Data for review:
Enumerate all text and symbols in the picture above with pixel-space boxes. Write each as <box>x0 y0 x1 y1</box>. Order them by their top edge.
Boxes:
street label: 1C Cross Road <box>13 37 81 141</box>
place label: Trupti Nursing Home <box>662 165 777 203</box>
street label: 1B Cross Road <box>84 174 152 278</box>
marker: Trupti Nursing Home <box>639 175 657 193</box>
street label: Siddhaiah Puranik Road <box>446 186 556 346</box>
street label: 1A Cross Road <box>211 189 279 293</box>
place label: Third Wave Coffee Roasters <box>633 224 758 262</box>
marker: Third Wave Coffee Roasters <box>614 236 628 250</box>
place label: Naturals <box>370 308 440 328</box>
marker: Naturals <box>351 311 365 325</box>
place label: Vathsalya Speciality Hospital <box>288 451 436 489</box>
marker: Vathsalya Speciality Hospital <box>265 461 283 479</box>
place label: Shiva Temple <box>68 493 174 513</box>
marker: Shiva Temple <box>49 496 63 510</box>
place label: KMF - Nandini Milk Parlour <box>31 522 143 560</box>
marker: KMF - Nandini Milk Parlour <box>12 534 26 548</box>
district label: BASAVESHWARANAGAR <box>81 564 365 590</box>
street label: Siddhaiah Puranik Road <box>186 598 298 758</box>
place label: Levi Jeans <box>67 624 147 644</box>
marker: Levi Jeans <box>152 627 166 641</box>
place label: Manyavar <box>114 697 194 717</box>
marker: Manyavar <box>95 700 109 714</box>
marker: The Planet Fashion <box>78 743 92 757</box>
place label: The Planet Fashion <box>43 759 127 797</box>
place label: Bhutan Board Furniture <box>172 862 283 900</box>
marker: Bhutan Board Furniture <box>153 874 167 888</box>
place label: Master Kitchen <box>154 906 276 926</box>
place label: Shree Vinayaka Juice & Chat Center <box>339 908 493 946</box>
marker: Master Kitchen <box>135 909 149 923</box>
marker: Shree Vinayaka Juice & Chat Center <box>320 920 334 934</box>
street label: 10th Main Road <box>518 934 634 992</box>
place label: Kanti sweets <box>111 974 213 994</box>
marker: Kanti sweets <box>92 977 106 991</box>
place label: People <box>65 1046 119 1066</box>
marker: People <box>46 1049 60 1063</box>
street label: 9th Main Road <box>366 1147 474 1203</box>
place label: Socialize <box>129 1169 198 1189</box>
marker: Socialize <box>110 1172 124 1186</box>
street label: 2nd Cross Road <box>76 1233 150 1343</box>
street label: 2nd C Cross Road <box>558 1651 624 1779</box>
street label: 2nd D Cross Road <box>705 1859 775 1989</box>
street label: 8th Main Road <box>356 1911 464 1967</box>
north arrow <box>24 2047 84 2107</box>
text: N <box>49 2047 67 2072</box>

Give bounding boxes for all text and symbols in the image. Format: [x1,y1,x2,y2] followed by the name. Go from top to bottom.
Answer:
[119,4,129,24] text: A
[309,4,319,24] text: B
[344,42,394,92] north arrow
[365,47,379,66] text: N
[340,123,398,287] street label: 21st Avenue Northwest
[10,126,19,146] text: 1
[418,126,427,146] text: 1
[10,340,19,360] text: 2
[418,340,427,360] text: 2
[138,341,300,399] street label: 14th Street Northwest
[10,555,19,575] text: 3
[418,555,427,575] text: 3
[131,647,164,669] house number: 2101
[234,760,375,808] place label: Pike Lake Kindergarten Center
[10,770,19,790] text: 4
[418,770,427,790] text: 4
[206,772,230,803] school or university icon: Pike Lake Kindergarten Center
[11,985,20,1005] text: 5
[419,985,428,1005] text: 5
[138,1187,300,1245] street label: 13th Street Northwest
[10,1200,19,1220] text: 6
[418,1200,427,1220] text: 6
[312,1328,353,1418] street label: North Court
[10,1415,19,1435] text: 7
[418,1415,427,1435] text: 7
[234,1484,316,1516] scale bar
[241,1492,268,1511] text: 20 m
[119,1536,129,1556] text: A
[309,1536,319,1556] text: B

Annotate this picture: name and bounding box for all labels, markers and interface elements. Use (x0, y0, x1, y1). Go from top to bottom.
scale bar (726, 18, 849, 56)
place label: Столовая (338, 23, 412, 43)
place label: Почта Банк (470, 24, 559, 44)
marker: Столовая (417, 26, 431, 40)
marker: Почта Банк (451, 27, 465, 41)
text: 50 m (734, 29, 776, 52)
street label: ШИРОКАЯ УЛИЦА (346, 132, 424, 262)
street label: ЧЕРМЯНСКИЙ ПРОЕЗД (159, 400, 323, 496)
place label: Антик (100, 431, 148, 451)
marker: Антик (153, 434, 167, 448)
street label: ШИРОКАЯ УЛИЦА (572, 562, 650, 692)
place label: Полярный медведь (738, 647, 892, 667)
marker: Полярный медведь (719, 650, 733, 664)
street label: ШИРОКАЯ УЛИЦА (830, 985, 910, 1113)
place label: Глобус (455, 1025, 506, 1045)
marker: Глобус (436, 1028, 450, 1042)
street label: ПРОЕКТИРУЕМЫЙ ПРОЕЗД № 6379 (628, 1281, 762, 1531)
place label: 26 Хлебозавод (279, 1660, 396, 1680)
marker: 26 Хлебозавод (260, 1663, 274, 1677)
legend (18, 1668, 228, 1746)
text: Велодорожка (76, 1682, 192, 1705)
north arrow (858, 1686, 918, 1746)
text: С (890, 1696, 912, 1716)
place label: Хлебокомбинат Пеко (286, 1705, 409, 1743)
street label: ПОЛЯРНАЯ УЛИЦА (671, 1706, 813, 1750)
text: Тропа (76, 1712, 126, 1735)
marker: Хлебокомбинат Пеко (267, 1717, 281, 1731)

Your goal: Reproduce each record exactly, leaving nothing out.

Exercise output:
Enumerate all text and symbols in the picture above with pixel-space boxes. Write each as <box>x0 y0 x1 y1</box>. Order them by their top edge.
Boxes:
street label: 1C Cross Road <box>13 37 81 141</box>
place label: Trupti Nursing Home <box>662 165 777 203</box>
street label: 1B Cross Road <box>84 174 152 278</box>
marker: Trupti Nursing Home <box>639 175 657 193</box>
street label: Siddhaiah Puranik Road <box>446 186 556 346</box>
street label: 1A Cross Road <box>211 189 279 293</box>
place label: Third Wave Coffee Roasters <box>633 224 758 262</box>
marker: Third Wave Coffee Roasters <box>614 236 628 250</box>
place label: Naturals <box>370 308 440 328</box>
marker: Naturals <box>351 311 365 325</box>
place label: Vathsalya Speciality Hospital <box>288 451 436 489</box>
marker: Vathsalya Speciality Hospital <box>265 461 283 479</box>
place label: Shiva Temple <box>68 493 174 513</box>
marker: Shiva Temple <box>49 496 63 510</box>
place label: KMF - Nandini Milk Parlour <box>31 522 143 560</box>
marker: KMF - Nandini Milk Parlour <box>12 534 26 548</box>
district label: BASAVESHWARANAGAR <box>81 564 365 590</box>
street label: Siddhaiah Puranik Road <box>186 598 298 758</box>
place label: Levi Jeans <box>67 624 147 644</box>
marker: Levi Jeans <box>152 627 166 641</box>
place label: Manyavar <box>114 697 194 717</box>
marker: Manyavar <box>95 700 109 714</box>
marker: The Planet Fashion <box>78 743 92 757</box>
place label: The Planet Fashion <box>43 759 127 797</box>
place label: Bhutan Board Furniture <box>172 862 283 900</box>
marker: Bhutan Board Furniture <box>153 874 167 888</box>
place label: Master Kitchen <box>154 906 276 926</box>
place label: Shree Vinayaka Juice & Chat Center <box>339 908 493 946</box>
marker: Master Kitchen <box>135 909 149 923</box>
marker: Shree Vinayaka Juice & Chat Center <box>320 920 334 934</box>
street label: 10th Main Road <box>518 934 634 992</box>
place label: Kanti sweets <box>111 974 213 994</box>
marker: Kanti sweets <box>92 977 106 991</box>
place label: People <box>65 1046 119 1066</box>
marker: People <box>46 1049 60 1063</box>
street label: 9th Main Road <box>366 1147 474 1203</box>
place label: Socialize <box>129 1169 198 1189</box>
marker: Socialize <box>110 1172 124 1186</box>
street label: 2nd Cross Road <box>76 1233 150 1343</box>
street label: 2nd C Cross Road <box>558 1651 624 1779</box>
street label: 2nd D Cross Road <box>705 1859 775 1989</box>
street label: 8th Main Road <box>356 1911 464 1967</box>
north arrow <box>24 2047 84 2107</box>
text: N <box>49 2047 67 2072</box>

Give bounding boxes for all text and symbols in the image. Format: [x1,y1,x2,y2] followed by the name. Go from top to bottom.
Answer:
[119,4,129,24] text: A
[309,4,319,24] text: B
[344,42,394,92] north arrow
[365,47,379,66] text: N
[340,123,398,287] street label: 21st Avenue Northwest
[10,126,19,146] text: 1
[418,126,427,146] text: 1
[10,340,19,360] text: 2
[418,340,427,360] text: 2
[138,341,300,399] street label: 14th Street Northwest
[10,555,19,575] text: 3
[418,555,427,575] text: 3
[131,647,164,669] house number: 2101
[234,760,375,808] place label: Pike Lake Kindergarten Center
[10,770,19,790] text: 4
[418,770,427,790] text: 4
[206,772,230,803] school or university icon: Pike Lake Kindergarten Center
[11,985,20,1005] text: 5
[419,985,428,1005] text: 5
[138,1187,300,1245] street label: 13th Street Northwest
[10,1200,19,1220] text: 6
[418,1200,427,1220] text: 6
[312,1328,353,1418] street label: North Court
[10,1415,19,1435] text: 7
[418,1415,427,1435] text: 7
[234,1484,316,1516] scale bar
[241,1492,268,1511] text: 20 m
[119,1536,129,1556] text: A
[309,1536,319,1556] text: B

Annotate this picture: name and bounding box for all labels, markers and interface elements. Use (x0, y0, x1, y1). Go from top to bottom.
scale bar (726, 18, 849, 56)
place label: Столовая (338, 23, 412, 43)
place label: Почта Банк (470, 24, 559, 44)
marker: Столовая (417, 26, 431, 40)
marker: Почта Банк (451, 27, 465, 41)
text: 50 m (734, 29, 776, 52)
street label: ШИРОКАЯ УЛИЦА (346, 132, 424, 262)
street label: ЧЕРМЯНСКИЙ ПРОЕЗД (159, 400, 323, 496)
place label: Антик (100, 431, 148, 451)
marker: Антик (153, 434, 167, 448)
street label: ШИРОКАЯ УЛИЦА (572, 562, 650, 692)
place label: Полярный медведь (738, 647, 892, 667)
marker: Полярный медведь (719, 650, 733, 664)
street label: ШИРОКАЯ УЛИЦА (830, 985, 910, 1113)
place label: Глобус (455, 1025, 506, 1045)
marker: Глобус (436, 1028, 450, 1042)
street label: ПРОЕКТИРУЕМЫЙ ПРОЕЗД № 6379 (628, 1281, 762, 1531)
place label: 26 Хлебозавод (279, 1660, 396, 1680)
marker: 26 Хлебозавод (260, 1663, 274, 1677)
legend (18, 1668, 228, 1746)
text: Велодорожка (76, 1682, 192, 1705)
north arrow (858, 1686, 918, 1746)
text: С (890, 1696, 912, 1716)
place label: Хлебокомбинат Пеко (286, 1705, 409, 1743)
street label: ПОЛЯРНАЯ УЛИЦА (671, 1706, 813, 1750)
text: Тропа (76, 1712, 126, 1735)
marker: Хлебокомбинат Пеко (267, 1717, 281, 1731)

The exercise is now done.